Note: This is a take on Vietnamese pho broth. Chinese five-spice powder varies in intensity, so use according to taste. Chinese seven spice is not five spice with two additions; it’s a completely different spice blend.
Spiced Hot Chocolate with Ported Rye
Ingredients
2 ounces Sausalito Liquor Co.’s Unsinkable Rye
6 ounces warm milk or milk substitute
1 teaspoon Ghirardelli Hot Cocoa Mix
Whipped cream for garnish
1 cinnamon stick
1 pinch cayenne pepper
1 brandy-soaked maraschino cherry
Directions
Combine the first three ingredients in a heat-tempered serving mug and stir until completely dissolved. Float whipped cream on top. Spear foam with a cinnamon stick and top with a cherry. Lightly dust with cayenne.
Note: The port finishing of the Unsinkable rye whiskey gives this hot chocolate a wonderful sweetness.
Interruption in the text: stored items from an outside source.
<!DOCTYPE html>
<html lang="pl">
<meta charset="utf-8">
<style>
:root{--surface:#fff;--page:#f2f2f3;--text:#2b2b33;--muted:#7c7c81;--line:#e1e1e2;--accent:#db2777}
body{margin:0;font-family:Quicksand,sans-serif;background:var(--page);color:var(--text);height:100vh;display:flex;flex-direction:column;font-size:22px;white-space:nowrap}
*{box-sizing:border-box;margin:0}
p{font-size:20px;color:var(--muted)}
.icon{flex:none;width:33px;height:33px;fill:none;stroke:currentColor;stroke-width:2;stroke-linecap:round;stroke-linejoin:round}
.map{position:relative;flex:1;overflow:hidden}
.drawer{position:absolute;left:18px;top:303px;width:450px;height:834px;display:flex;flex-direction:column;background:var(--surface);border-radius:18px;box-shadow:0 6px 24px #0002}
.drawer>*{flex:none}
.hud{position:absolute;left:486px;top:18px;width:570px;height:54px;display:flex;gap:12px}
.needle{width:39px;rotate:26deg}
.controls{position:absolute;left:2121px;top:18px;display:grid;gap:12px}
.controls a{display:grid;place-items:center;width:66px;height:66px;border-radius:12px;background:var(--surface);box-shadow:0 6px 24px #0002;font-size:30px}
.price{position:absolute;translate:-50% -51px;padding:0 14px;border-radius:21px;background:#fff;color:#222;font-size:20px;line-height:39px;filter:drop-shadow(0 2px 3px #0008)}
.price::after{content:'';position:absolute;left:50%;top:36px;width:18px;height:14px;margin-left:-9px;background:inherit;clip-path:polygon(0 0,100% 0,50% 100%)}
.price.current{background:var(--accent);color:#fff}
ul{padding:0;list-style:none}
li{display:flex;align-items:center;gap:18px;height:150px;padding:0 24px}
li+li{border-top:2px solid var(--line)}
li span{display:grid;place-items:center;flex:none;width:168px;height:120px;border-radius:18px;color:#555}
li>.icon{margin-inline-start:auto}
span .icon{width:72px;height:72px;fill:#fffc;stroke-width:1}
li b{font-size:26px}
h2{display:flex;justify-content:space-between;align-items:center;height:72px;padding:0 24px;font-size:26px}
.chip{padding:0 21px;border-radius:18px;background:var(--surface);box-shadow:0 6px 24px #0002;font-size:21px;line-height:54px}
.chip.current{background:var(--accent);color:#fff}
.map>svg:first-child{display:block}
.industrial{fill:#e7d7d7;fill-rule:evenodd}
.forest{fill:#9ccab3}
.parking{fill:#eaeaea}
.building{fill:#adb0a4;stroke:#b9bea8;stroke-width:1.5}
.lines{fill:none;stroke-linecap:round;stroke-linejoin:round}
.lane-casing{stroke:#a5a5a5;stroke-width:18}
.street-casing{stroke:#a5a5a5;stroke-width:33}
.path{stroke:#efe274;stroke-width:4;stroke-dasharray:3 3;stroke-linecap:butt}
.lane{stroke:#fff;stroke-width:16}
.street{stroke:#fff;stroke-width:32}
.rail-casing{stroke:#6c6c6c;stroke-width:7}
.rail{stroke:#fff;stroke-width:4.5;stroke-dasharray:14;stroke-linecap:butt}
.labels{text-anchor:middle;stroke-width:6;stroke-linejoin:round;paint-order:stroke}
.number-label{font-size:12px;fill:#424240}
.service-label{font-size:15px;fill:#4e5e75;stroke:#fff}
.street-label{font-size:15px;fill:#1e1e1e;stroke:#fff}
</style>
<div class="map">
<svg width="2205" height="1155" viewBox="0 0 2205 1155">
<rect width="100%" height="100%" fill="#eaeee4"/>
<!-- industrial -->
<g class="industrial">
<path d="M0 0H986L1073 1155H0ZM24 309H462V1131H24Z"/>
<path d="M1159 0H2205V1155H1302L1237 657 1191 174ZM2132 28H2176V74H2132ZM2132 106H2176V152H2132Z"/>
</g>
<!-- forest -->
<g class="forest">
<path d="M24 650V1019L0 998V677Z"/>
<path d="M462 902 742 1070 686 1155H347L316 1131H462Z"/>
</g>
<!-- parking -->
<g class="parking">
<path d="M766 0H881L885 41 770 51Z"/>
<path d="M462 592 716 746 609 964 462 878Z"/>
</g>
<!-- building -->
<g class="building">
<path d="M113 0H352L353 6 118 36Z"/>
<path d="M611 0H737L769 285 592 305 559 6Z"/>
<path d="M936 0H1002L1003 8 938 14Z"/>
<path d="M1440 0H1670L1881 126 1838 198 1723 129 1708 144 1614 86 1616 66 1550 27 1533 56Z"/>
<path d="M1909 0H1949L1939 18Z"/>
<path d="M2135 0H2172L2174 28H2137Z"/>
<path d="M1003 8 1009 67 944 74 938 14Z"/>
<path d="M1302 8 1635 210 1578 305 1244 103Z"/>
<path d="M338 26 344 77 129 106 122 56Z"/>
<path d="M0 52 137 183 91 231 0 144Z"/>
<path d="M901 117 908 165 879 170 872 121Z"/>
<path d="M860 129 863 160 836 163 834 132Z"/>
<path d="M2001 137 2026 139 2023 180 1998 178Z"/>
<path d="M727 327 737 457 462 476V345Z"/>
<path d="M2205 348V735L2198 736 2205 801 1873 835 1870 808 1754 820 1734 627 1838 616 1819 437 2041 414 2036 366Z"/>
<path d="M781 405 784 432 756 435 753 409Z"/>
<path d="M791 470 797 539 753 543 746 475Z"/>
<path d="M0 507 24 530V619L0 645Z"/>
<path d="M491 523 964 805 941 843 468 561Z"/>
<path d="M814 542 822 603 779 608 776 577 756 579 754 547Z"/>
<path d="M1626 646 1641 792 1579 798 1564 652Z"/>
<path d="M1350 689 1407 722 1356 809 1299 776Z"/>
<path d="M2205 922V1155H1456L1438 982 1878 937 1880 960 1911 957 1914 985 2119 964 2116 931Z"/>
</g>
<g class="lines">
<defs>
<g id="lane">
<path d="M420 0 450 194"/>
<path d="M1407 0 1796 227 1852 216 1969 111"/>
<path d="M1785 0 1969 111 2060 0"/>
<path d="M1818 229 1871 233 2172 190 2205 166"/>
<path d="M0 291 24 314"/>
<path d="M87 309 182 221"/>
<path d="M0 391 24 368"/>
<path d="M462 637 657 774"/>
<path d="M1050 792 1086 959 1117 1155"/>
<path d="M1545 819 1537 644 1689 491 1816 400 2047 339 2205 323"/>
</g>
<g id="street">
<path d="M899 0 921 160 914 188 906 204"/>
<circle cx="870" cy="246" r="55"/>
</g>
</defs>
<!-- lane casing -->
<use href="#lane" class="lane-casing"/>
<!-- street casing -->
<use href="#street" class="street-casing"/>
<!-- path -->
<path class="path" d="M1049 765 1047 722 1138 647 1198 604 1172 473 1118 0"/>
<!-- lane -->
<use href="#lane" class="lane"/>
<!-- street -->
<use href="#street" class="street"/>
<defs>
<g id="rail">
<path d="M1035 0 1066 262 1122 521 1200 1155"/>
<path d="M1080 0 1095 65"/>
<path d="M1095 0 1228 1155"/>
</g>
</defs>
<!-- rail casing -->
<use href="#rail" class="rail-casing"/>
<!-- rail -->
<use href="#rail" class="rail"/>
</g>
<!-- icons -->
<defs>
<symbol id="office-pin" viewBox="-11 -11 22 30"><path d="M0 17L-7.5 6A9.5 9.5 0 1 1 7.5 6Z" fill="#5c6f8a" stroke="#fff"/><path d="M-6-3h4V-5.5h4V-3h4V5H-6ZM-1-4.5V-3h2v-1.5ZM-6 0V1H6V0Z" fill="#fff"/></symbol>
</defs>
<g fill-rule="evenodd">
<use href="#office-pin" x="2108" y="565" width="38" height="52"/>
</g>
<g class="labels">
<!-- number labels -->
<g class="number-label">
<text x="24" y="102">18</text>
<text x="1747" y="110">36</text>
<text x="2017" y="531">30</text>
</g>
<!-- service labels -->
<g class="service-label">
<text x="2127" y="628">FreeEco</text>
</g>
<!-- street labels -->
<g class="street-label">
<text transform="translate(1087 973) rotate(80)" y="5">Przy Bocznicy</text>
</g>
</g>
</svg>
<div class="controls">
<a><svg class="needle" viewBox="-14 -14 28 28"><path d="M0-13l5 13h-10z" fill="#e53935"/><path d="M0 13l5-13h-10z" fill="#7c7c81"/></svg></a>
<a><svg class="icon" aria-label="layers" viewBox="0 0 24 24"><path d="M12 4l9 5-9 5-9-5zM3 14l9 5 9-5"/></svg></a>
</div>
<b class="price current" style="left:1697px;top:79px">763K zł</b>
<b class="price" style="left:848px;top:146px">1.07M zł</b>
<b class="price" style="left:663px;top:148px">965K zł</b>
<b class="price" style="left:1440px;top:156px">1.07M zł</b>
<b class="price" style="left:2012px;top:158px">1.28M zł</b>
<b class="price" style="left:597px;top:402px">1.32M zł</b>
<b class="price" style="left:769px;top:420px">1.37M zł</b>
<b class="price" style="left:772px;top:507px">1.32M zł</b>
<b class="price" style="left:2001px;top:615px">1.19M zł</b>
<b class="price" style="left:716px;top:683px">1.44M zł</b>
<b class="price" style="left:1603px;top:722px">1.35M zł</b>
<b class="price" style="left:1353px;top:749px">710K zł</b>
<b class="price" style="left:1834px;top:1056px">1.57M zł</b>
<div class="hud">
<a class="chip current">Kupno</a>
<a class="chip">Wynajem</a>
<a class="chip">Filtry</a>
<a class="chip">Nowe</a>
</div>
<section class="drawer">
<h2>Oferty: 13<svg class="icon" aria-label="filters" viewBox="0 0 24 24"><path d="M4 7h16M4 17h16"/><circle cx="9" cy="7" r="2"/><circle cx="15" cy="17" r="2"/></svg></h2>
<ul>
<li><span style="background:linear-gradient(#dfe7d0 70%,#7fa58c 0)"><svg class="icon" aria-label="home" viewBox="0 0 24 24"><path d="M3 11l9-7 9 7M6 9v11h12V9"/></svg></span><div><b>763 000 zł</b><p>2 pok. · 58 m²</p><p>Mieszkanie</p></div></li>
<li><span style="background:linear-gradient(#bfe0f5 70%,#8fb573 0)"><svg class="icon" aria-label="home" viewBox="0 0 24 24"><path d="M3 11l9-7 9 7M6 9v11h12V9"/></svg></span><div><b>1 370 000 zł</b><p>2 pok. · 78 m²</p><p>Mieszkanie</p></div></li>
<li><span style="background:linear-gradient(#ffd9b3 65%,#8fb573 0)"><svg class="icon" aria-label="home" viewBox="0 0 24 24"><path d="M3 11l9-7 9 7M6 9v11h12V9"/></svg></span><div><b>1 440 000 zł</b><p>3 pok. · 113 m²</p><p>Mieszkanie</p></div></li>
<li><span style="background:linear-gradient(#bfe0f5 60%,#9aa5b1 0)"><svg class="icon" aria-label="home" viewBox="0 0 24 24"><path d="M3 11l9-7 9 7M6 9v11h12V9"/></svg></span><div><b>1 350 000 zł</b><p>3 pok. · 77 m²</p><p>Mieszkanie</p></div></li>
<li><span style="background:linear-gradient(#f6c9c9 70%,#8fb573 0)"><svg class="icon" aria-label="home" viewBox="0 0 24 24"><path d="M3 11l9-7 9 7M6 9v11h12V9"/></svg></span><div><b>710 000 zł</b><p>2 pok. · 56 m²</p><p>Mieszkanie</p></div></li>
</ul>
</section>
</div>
If substituting another whiskey, try and find one that’s also port wood-finished.
Apple Jasmine Hot Cider
Ingredients
2 ounces Sonoma Brothers Distilling’s Apple Brandy
5 ounces hot water
1 ounce apple juice
¼ ounce fresh-squeezed lemon juice
1 jasmine tea bag
1 cinnamon stick
1 orange slice
Directions
Combine the brandy, hot water, apple juice and lemon juice in a heat-tempered serving mug. Add a tea bag and steep for 30 seconds. Remove the tea bag and garnish with a cinnamon stick and orange slice.
Note: Flavored tea bags are especially convenient for making liquor infusions due to their consistency.